Facebook just introduced a new way to track the websites you visit – and if you’re familiar with the tech giant’s history of data harvesting, that shouldn’t come as a surprise.
The new setting, called “Link History,” keeps track of all the webpages you’ve visited within Facebook’s mobile browser over the past 30 days. The links are then gathered together into an archive that you can view at any time.
On the surface, it sounds like the tool could be fairly beneficial… but for whom?
The Catch Behind the Convenience
Facebook’s parent company, Meta, will try to tell you that this new feature is for your benefit, of course. “Never lose a link again,” says the dialog box that pops up, encouraging you to leave Link History on the default setting: ON. The text continues: “When you allow link history, we may use your information to improve your ads across Meta technologies.”
And there it is – the raison d’être for this new tool: advertising.
On the one hand, you get a 30-day record of all your clicked links (which is useful for the occasional instance when you want to get back to a webpage you visited via the app and you can’t find it). But on the other hand, Facebook gets to shore up its massive data harvesting empire and targeted advertising apparatus. One would argue that Facebook comes out on top in that deal.
But why now? With Apple and Google strengthening privacy restrictions and lawmakers tightening up tech regulations – as well as the digital marketing scene potentially trending toward a cookieless future – Meta may be looking for new avenues to preserve its ability to deliver hyper-targeted ads with user consent. That’s good news for marketers who are concerned about being able to continue reaching high-value consumers in the face of an uncertain future.
Does This Really Change Anything?
Given that Facebook has always kept track of the links you click on, the introduction of the Link History tool raises some questions. The major difference is that now Facebook users get to access that information themselves for the first time.
It’s arguably strategic on Meta’s part: make the feature seem useful and fun, so that users will willingly keep it turned on. Then, since they’ve offered users the choice and also made it clear that the data may be used for ads, Meta can claim that users gave informed consent to have ads targeted to them “across Meta technologies” based on their clicked links within the Facebook app.
But opting out of Link History could give users a false sense of privacy. The setting doesn’t apply when you access Facebook on desktop or when you click on links in Messenger.
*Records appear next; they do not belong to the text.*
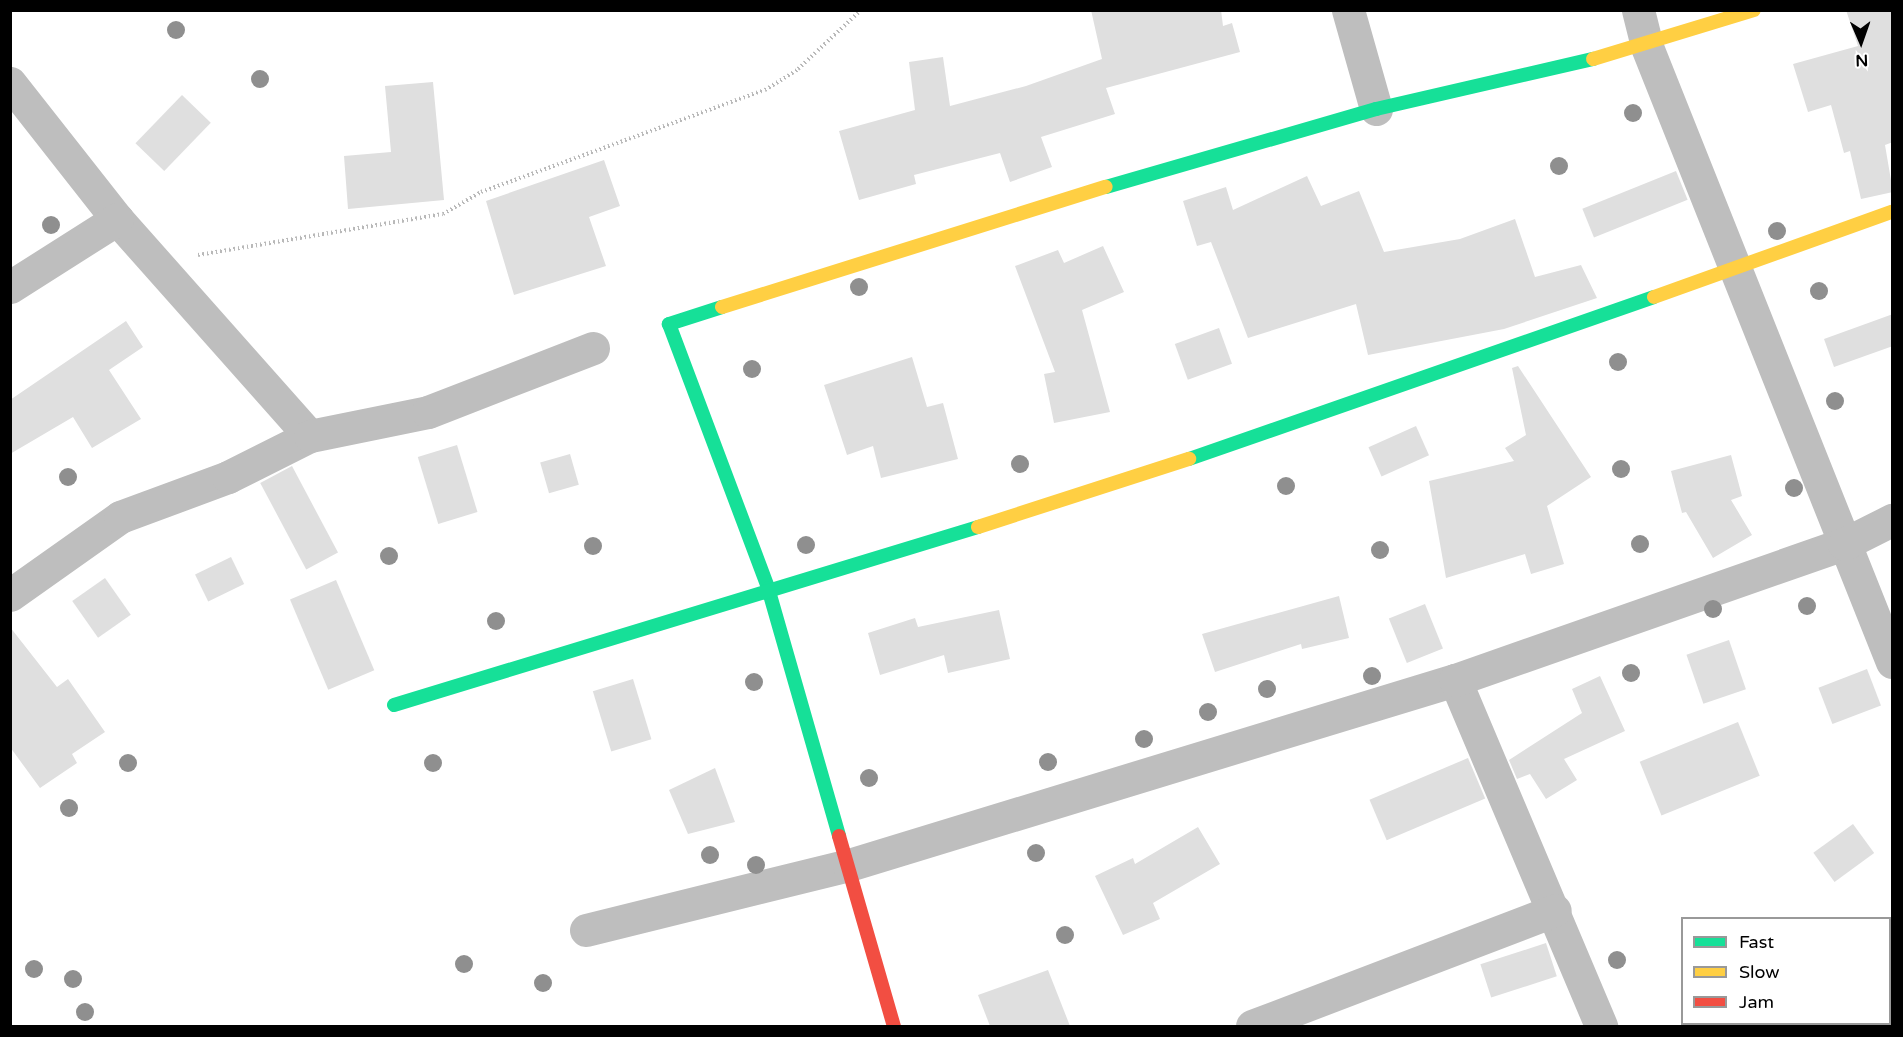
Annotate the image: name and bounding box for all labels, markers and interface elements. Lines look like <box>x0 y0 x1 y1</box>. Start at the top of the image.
north arrow <box>1831 12 1891 72</box>
text: N <box>1855 50 1868 70</box>
legend <box>1681 917 1891 1025</box>
text: Fast <box>1739 931 1774 953</box>
text: Slow <box>1739 961 1780 983</box>
text: Jam <box>1739 991 1774 1013</box>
And it’s not as though Facebook is suddenly going to stop its invasive tracking of everything you do after you click a link and browse various webpages.
Plus, Facebook doesn’t mention whether the feature will apply to any of Meta’s other apps, like Instagram and WhatsApp – and the company already links your activity between its apps to build your advertising profile.
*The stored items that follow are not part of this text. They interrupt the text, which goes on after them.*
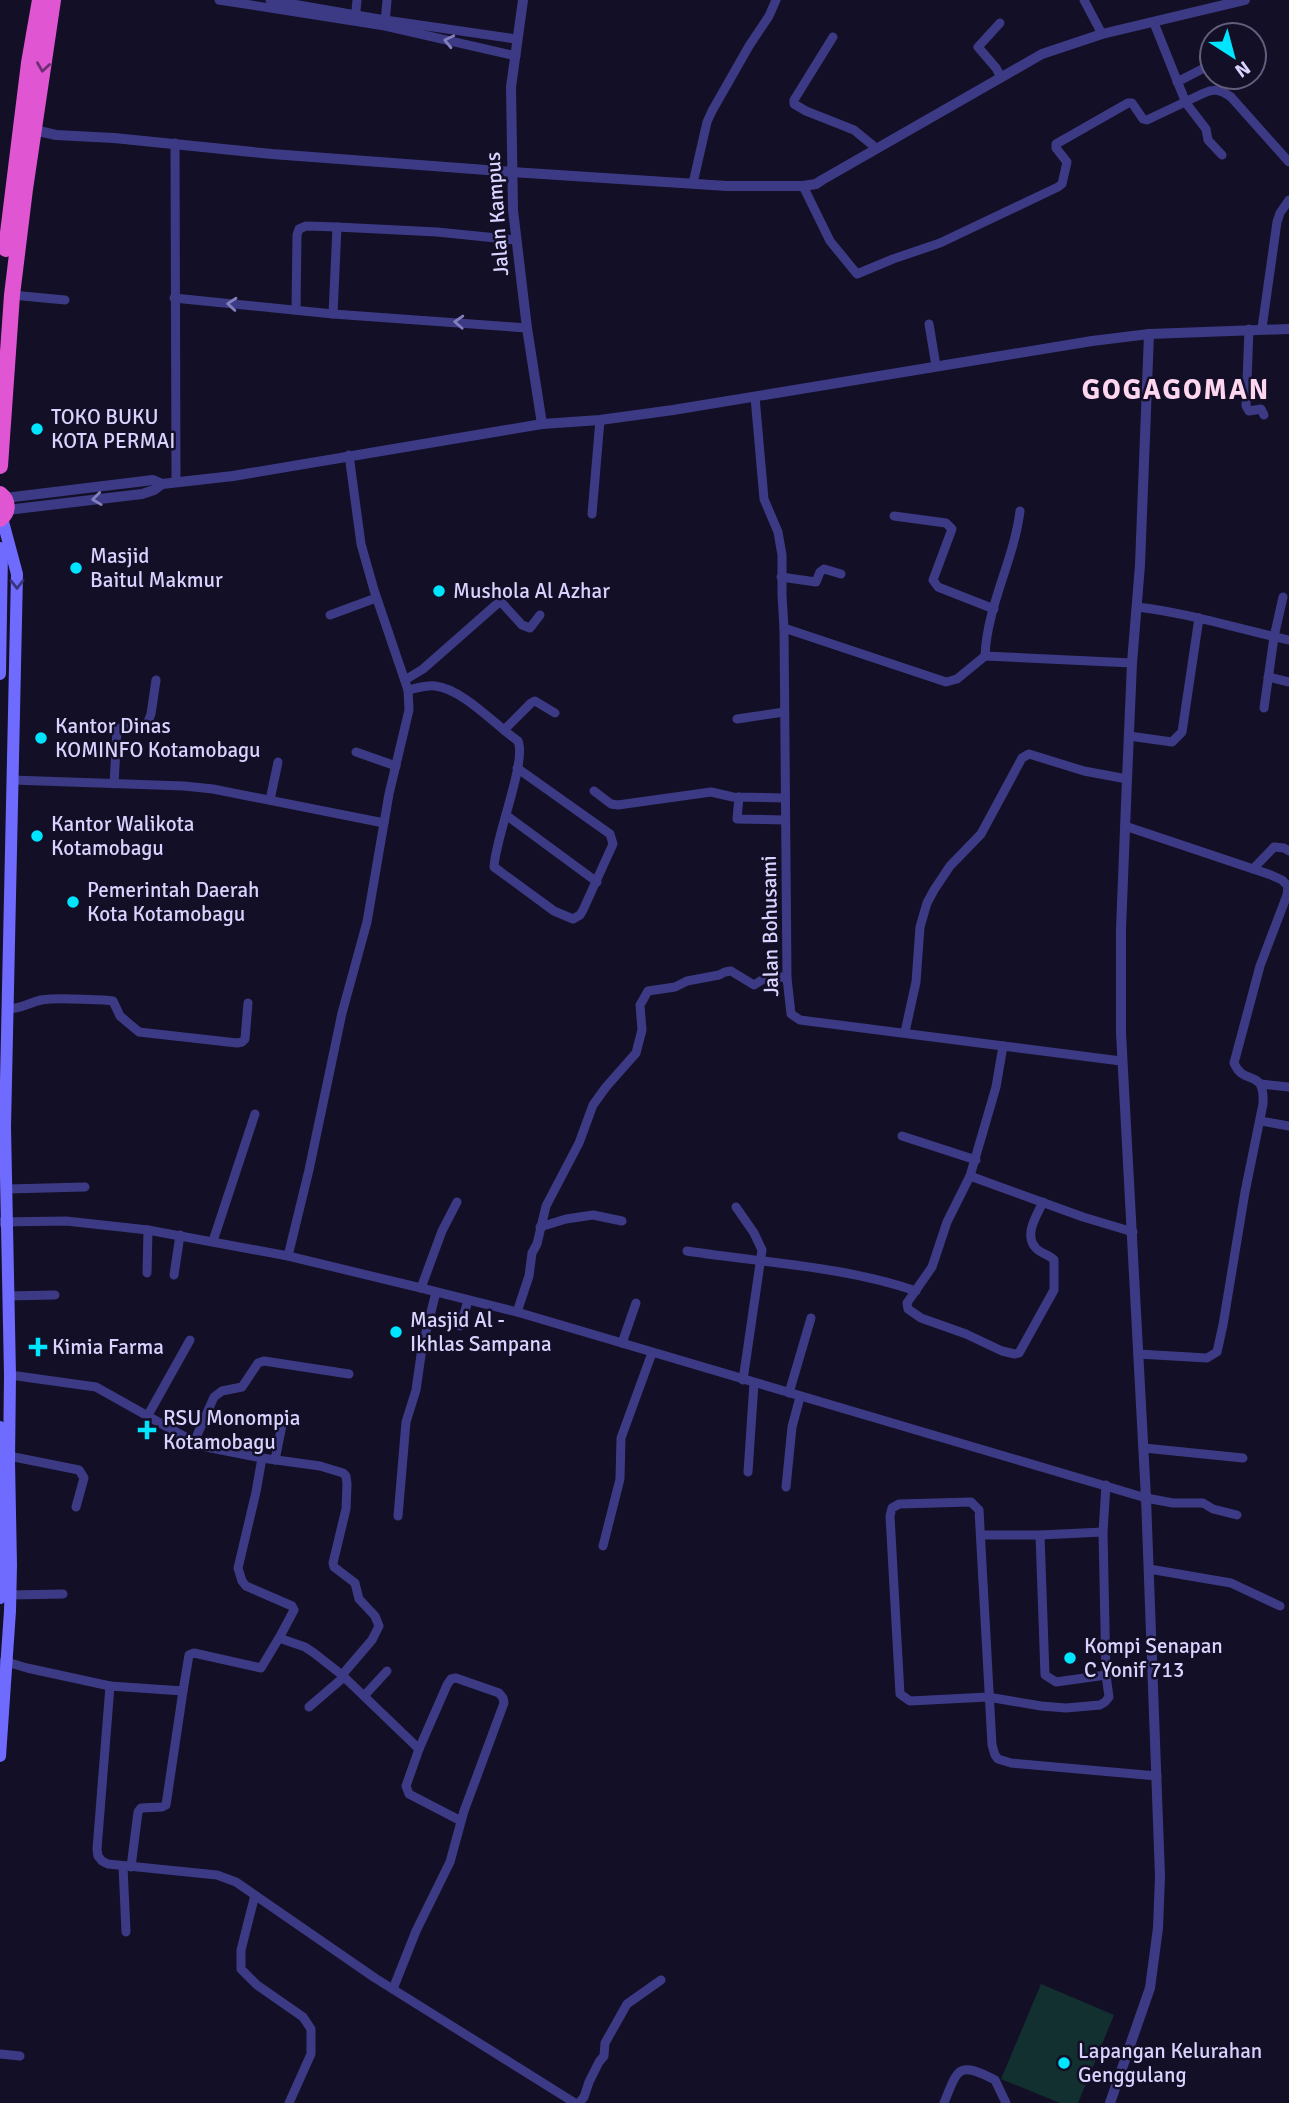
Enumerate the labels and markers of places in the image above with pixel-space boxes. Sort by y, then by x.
place label: TOKO BUKU KOTA PERMAI [51,404,175,454]
marker: TOKO BUKU KOTA PERMAI [29,421,45,437]
place label: Masjid Baitul Makmur [90,543,223,593]
marker: Masjid Baitul Makmur [68,560,84,576]
place label: Mushola Al Azhar [453,578,610,604]
marker: Mushola Al Azhar [431,583,447,599]
place label: Kantor Dinas KOMINFO Kotamobagu [55,713,261,763]
marker: Kantor Dinas KOMINFO Kotamobagu [33,730,49,746]
place label: Kantor Walikota Kotamobagu [51,811,194,861]
marker: Kantor Walikota Kotamobagu [29,828,45,844]
place label: Pemerintah Daerah Kota Kotamobagu [87,877,260,927]
marker: Pemerintah Daerah Kota Kotamobagu [65,894,81,910]
place label: Masjid Al - Ikhlas Sampana [410,1307,552,1357]
marker: Masjid Al - Ikhlas Sampana [388,1324,404,1340]
place label: Kimia Farma [52,1334,164,1360]
marker: Kimia Farma [30,1339,46,1355]
place label: RSU Monompia Kotamobagu [163,1405,300,1455]
marker: RSU Monompia Kotamobagu [137,1420,157,1440]
place label: Kompi Senapan C Yonif 713 [1084,1633,1223,1683]
marker: Kompi Senapan C Yonif 713 [1062,1650,1078,1666]
place label: Lapangan Kelurahan Genggulang [1078,2038,1262,2088]
marker: Lapangan Kelurahan Genggulang [1056,2055,1072,2071]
The new Link History feature seems to offer Facebook users more control over the way their data is used, but unfortunately, it’s opt-out instead of opt-in, it’s tough to interpret what it really means, the settings aren’t easy to find, and there are other “off-Facebook activity” data collection settings in separate locations. In other words, it’s very possible (even likely) that not much has actually changed.
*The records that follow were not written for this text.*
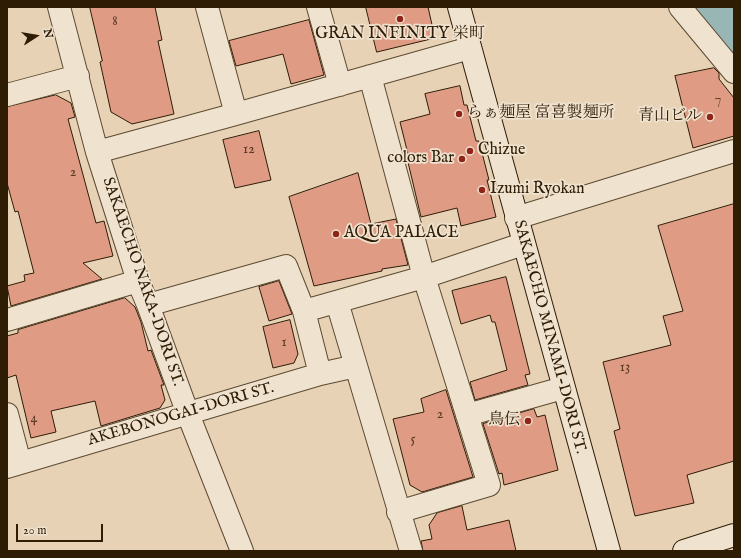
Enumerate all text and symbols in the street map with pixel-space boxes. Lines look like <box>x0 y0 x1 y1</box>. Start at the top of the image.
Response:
house number: 8 <box>112 14 118 30</box>
marker: GRAN INFINITY 栄町 <box>395 14 405 24</box>
north arrow <box>16 16 56 56</box>
place label: GRAN INFINITY 栄町 <box>315 25 485 45</box>
text: N <box>40 27 56 40</box>
house number: 7 <box>715 92 721 108</box>
place label: らぁ麺屋 富喜製麺所 <box>467 104 614 124</box>
place label: 青山ビル <box>638 107 702 127</box>
marker: らぁ麺屋 富喜製麺所 <box>454 109 464 119</box>
marker: 青山ビル <box>705 112 715 122</box>
place label: Chizue <box>478 141 525 161</box>
house number: 12 <box>243 142 255 158</box>
marker: Chizue <box>465 146 475 156</box>
place label: colors Bar <box>387 149 454 169</box>
marker: colors Bar <box>457 154 467 164</box>
house number: 2 <box>70 165 76 181</box>
street label: SAKAECHO NAKA-DORI ST. <box>97 175 187 389</box>
place label: Izumi Ryokan <box>490 180 584 200</box>
marker: Izumi Ryokan <box>477 185 487 195</box>
street label: SAKAECHO MINAMI-DORI ST. <box>509 218 589 456</box>
place label: AQUA PALACE <box>344 224 459 244</box>
marker: AQUA PALACE <box>331 229 341 239</box>
house number: 1 <box>281 335 287 351</box>
house number: 13 <box>620 360 630 376</box>
street label: AKEBONOGAI-DORI ST. <box>86 379 276 451</box>
house number: 2 <box>437 407 443 423</box>
house number: 4 <box>31 411 37 427</box>
place label: 鳥伝 <box>488 411 520 431</box>
marker: 鳥伝 <box>523 416 533 426</box>
house number: 5 <box>410 432 416 448</box>
scale bar <box>18 516 105 542</box>
text: 20 m <box>23 523 46 538</box>

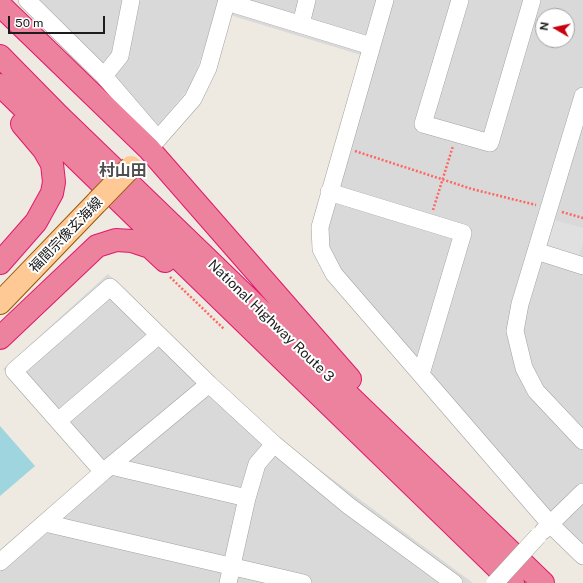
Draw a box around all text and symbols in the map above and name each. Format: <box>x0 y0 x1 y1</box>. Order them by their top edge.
scale bar <box>10 8 107 34</box>
north arrow <box>535 8 575 48</box>
text: 50 m <box>15 16 43 30</box>
text: N <box>538 21 551 31</box>
district label: 村山田 <box>99 161 147 181</box>
street label: 福間宗像玄海線 <box>26 194 106 276</box>
street label: National Highway Route 3 <box>204 256 338 386</box>

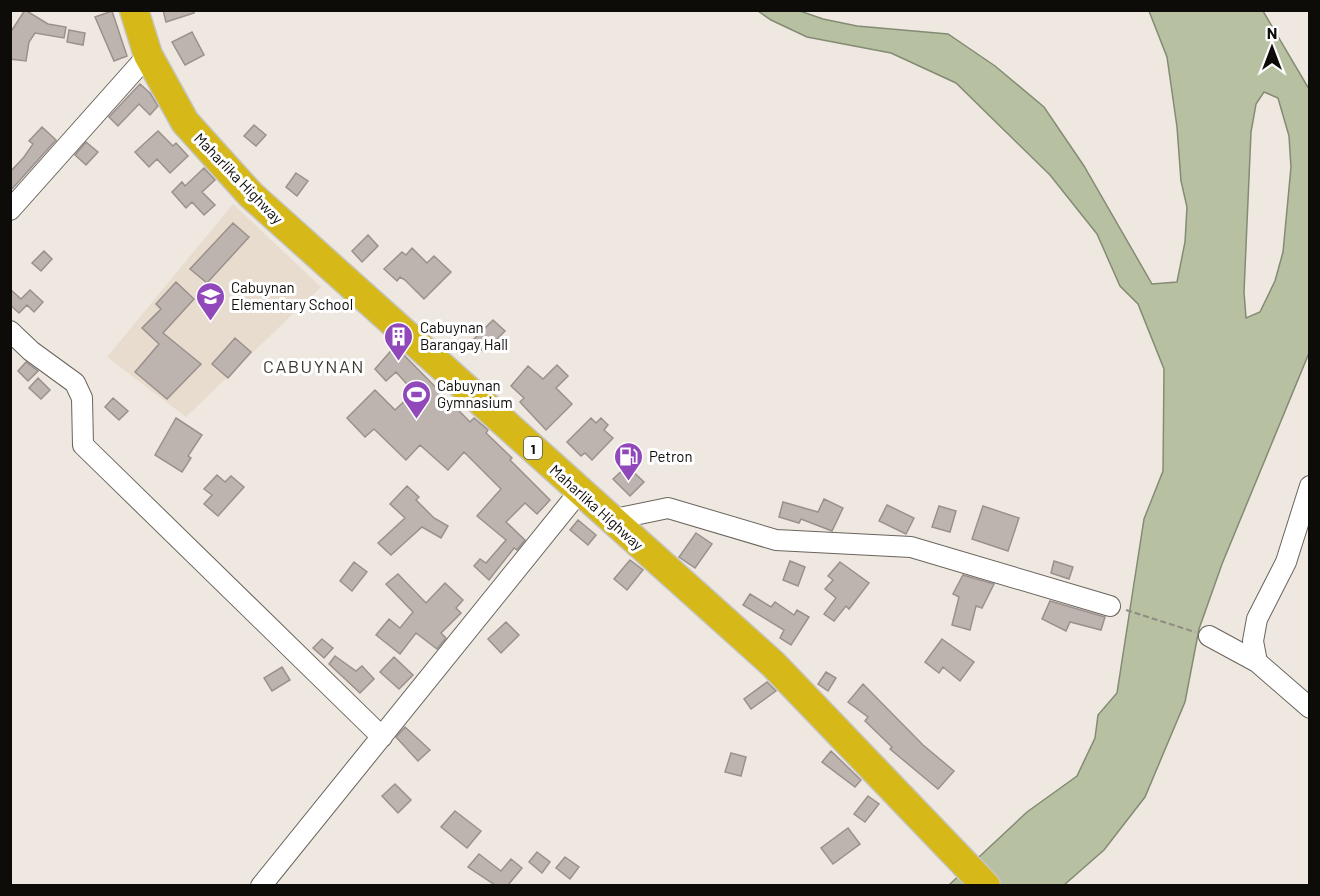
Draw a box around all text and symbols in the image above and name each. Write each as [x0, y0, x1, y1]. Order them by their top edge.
north arrow [1242, 18, 1302, 78]
text: N [1267, 23, 1277, 42]
street label: Maharlika Highway [191, 129, 287, 227]
place label: Cabuynan Elementary School [231, 278, 353, 313]
school or university icon: Cabuynan Elementary School [194, 280, 226, 322]
place label: Cabuynan Barangay Hall [420, 318, 508, 353]
building icon: Cabuynan Barangay Hall [383, 320, 415, 362]
district label: CABUYNAN [263, 355, 365, 377]
place label: Cabuynan Gymnasium [437, 376, 513, 411]
sports icon: Cabuynan Gymnasium [400, 378, 432, 420]
road number: 1 [524, 437, 542, 459]
fuel station icon: Petron [612, 440, 644, 482]
place label: Petron [649, 447, 693, 465]
street label: Maharlika Highway [547, 460, 648, 554]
How to Turn Off Link History
Many users may already have Link History turned on without being aware of it. Because it’s an opt-out feature, it’s easy to miss. Here’s how to disable it:
- Click on any link in the Facebook app to launch Facebook’s mobile browser.
- Tap the three dots at the top right (Android) or bottom right corner (iOS) and then select “Go to settings.”
- Turn off Link History by toggling the switch next to “Allow link history” and confirm your selection by tapping “Don’t allow.”
You can also disable Link History without having to visit an in-app link first, but it’s harder to do. You’ll have to click on the hamburger menu at the top or bottom right corner, scroll down and tap on “Settings & privacy” to open the dropdown menu, select “Settings,” scroll down to the Preferences section, tap on “Browser,” and then toggle the Link History switch on or off as desired.
Once Link History has been disabled, your archive of clicked links will immediately be cleared and you’ll no longer be able to view any of the links you’ve visited. It could take Meta up to 90 days to complete the deletion process on the back end, however.
The tech industry may have to grapple with much stricter data harvesting and privacy laws in the future. European Union regulators, for instance, say that companies need to start getting real consent – not just “agree-or-don’t-use-our-platform” strong-armed permission – to track users online and gather their personal data for targeted advertising.
So for the privacy-conscious consumer, perhaps one of these days it won’t matter if Facebook Link History is enabled because the protections around data privacy will have caught up with companies’ practices. But in the meantime, it’s good to be aware of what the Link History feature does and doesn’t do.
And hey, if you just want to be able to go back and easily find the link to that chocolate chip cookie recipe you clicked on last week, that’s up to you.